Managers must learn constantly

“We see many companies that evolve from a family business. They are a very peculiar breed. They are used to a very patriarchal style of management, which can be a good management approach in the initial growth phase of the company’s life. An entrepreneur with strong ideas, who invests his own money, is willing to learn from his own mistakes, provides the driving force to such a company. But when the company grows beyond a certain level, problems often appear,” explains Jean-Claude Knebeler. The entrepreneur that brings his company to a very high level has to be prepared to get supplementary skills and afford a proper and well-qualified management team. “An entrepreneur needs to have a strong character in order to give up control over ‘his baby’. But there is no other possibility. He will need to identify the right moment and he has to do it and step aside,” believes Jean-Claude Knebeler.

Another vulnerable group of companies are those who are just starting their business. According to Gerard Lopez, Managing Partner of Mangrove Capital Partners, which deals with venture capital and whose mission is to help turn visions into realities by providing financing, thoughtful advice, relevant experience and deep industry relationships to their portfolio companies, there are some denominators that are common for the management policies of the start-ups. “There is a silver lining that goes across. The first common point that we expect from our young companies is transparency of the business. The second is connected with incentives. At the beginning the money is used to build the company and not to pay people. Managers have to offer to employees the possibility to become involved in ownership as in this way they can feel part of the company. In this way, people are not only employees that show up at 9am and leave at 5pm, but they want the company to grow,” explains Gerard Lopez.

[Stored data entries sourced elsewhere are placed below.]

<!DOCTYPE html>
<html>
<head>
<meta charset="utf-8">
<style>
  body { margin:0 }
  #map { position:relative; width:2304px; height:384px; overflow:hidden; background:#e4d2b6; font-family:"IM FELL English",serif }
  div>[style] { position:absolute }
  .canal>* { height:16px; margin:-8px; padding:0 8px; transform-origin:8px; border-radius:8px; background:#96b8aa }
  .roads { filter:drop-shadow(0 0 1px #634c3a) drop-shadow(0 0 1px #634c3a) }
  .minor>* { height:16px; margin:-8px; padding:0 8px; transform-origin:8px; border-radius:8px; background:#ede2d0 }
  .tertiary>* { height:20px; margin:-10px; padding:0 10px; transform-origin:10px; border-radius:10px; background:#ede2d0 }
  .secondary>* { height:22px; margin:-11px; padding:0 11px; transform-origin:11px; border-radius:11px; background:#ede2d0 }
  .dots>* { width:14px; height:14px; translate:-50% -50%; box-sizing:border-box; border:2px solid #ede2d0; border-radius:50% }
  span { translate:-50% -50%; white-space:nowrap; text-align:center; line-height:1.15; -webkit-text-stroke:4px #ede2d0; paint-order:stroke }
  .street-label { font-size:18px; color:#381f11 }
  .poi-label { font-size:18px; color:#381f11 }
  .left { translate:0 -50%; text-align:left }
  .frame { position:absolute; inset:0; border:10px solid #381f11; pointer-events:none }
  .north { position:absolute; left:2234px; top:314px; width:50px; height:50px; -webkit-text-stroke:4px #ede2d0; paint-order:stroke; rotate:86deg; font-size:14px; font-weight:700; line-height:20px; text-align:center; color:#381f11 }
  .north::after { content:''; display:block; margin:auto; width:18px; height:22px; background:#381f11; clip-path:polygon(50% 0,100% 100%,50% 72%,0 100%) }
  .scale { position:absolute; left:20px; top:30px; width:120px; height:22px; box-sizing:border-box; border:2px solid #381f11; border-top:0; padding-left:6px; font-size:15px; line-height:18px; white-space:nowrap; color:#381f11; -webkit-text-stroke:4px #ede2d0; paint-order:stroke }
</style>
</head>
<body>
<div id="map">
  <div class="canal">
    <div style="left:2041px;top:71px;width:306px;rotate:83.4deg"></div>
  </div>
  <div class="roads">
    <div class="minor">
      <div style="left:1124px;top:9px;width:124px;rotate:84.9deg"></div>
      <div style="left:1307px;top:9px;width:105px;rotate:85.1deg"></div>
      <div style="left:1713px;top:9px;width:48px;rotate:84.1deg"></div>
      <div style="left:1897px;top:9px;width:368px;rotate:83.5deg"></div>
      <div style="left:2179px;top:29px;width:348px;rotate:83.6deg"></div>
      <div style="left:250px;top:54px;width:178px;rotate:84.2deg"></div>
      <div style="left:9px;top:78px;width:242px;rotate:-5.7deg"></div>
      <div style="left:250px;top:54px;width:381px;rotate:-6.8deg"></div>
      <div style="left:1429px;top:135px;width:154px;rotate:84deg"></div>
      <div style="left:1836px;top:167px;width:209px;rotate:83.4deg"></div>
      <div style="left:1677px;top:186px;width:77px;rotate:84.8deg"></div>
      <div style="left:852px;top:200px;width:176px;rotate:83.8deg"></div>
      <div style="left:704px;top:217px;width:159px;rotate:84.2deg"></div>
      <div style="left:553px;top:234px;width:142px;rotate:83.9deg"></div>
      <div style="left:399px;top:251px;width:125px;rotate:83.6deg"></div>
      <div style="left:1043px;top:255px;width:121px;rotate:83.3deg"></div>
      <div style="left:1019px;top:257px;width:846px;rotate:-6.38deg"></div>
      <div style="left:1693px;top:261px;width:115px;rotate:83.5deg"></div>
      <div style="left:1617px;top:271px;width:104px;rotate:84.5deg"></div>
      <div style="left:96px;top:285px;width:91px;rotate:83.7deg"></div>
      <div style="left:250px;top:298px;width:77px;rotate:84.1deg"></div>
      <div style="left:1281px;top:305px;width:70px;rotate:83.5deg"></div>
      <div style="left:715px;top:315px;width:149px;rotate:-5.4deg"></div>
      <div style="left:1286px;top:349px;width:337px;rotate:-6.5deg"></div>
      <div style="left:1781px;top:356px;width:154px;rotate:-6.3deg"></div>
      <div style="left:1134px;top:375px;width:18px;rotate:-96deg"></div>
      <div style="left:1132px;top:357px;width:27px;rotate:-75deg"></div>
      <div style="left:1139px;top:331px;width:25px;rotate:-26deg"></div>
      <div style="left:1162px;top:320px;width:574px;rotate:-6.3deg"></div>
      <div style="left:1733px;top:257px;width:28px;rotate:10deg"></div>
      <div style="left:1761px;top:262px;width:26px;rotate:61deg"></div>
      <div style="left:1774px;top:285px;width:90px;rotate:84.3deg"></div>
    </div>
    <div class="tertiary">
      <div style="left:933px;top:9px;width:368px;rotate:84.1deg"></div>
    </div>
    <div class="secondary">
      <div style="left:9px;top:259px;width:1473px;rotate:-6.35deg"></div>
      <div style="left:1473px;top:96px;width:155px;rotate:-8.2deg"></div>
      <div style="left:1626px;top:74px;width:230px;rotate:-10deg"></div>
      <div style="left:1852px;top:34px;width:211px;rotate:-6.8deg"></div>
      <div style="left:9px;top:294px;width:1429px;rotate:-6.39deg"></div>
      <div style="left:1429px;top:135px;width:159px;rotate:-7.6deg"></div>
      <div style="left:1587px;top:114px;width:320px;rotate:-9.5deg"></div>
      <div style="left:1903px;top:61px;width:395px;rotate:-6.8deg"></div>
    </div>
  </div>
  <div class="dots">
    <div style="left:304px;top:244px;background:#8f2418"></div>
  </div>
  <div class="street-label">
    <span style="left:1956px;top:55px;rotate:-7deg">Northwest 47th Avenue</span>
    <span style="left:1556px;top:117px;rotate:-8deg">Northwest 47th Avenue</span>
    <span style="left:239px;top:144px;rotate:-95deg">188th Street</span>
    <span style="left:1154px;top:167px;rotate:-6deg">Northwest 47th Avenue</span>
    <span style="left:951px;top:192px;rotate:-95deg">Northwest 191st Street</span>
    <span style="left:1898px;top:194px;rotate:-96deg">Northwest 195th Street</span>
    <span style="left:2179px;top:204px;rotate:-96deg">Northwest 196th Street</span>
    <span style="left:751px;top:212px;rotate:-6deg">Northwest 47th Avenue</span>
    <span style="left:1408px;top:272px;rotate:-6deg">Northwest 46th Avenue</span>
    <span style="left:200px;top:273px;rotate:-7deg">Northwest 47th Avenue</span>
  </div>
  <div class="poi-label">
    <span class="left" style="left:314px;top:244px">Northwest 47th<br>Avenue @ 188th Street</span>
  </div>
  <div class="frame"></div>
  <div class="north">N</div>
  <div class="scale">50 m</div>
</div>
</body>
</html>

The third important topic that young companies have to focus on is to build a respectful working environment. Companies are at the beginning small and very often work globally. This is why the interpersonal relationships are very important. “We make sure that our companies have the adequate level of understanding of a cultural basis. Managing diversity, managing cultures is important, sometimes it is a very fine line that we are dealing with, to avoid the issues,” says Gerard Lopez. But above all the companies have to allow their management policies to change. They have to be flexible and adaptable to the context the firms are working in. Without taking into account the market forces and the stage of the company’s development, even the firm with the best business intentions can easily fail.